Monday, December 5, 2016

Out There on Your Own

"Most men lead lives of quiet desperation and go to the grave with the song still in them." Henry David Thoreau. I've written about that thought, never eloquently, of course, on more than one occasion, but never as well and as worried as the first time nine years ago today.

On December 5, 2007, the NY Times reported (on an inside page) that Christina Copeman was discovered dead in her apartment in Flatbush, New York. Based on eyewitness recollections of their last time seeing her and the apparel in which she was dressed when found, authorities estimate she may have been dead for the last seventeen or more months.

In a metropolitan area such as NYC, regarded by many as the Capital of the World, there are well over thirty million residents in a small geographic area. So many people in the same device as Indianapolis' Favorite Son, Kurt Vonnegut (he of "Slaughterhouse 5" fame and "Wear Sun Screen" infamy. Hi Ho) once wrote. 

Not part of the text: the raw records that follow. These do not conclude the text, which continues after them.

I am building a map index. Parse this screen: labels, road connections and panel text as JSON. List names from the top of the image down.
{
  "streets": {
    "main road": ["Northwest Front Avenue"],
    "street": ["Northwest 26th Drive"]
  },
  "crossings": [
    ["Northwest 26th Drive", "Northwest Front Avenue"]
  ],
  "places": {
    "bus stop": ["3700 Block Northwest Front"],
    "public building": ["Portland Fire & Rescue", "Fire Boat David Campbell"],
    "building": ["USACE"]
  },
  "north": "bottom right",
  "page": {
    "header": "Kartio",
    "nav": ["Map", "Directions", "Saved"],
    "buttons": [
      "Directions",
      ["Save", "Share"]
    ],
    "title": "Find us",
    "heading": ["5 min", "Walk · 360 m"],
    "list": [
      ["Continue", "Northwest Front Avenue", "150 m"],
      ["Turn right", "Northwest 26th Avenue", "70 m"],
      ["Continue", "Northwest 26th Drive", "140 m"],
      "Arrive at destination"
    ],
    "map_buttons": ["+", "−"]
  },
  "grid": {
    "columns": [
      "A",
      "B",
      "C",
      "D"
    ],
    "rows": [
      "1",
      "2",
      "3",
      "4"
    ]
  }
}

Each of us alone in the tiny vessel of our lives, somehow never quite seeing how we are all in the same ocean and that, despite the technology convergences, the email, the cell phone and all the instant messengers money can buy, we work to avoid hearing the sound of silence at the end of the day. 

Copeman became invisible to her friends, her family, and her neighbors. Her life was somehow outside of theirs, beyond and behind a veil of tears and quiet despair that no one thought or cared to penetrate. Twice in our lives we are alone: at the time we are born and at the hour of our death. For Christina Copeman, she has met and mastered both moments.

What we say and do in all the moments in between is our song. We all need verses and choruses and an ongoing joy to live each word out loud.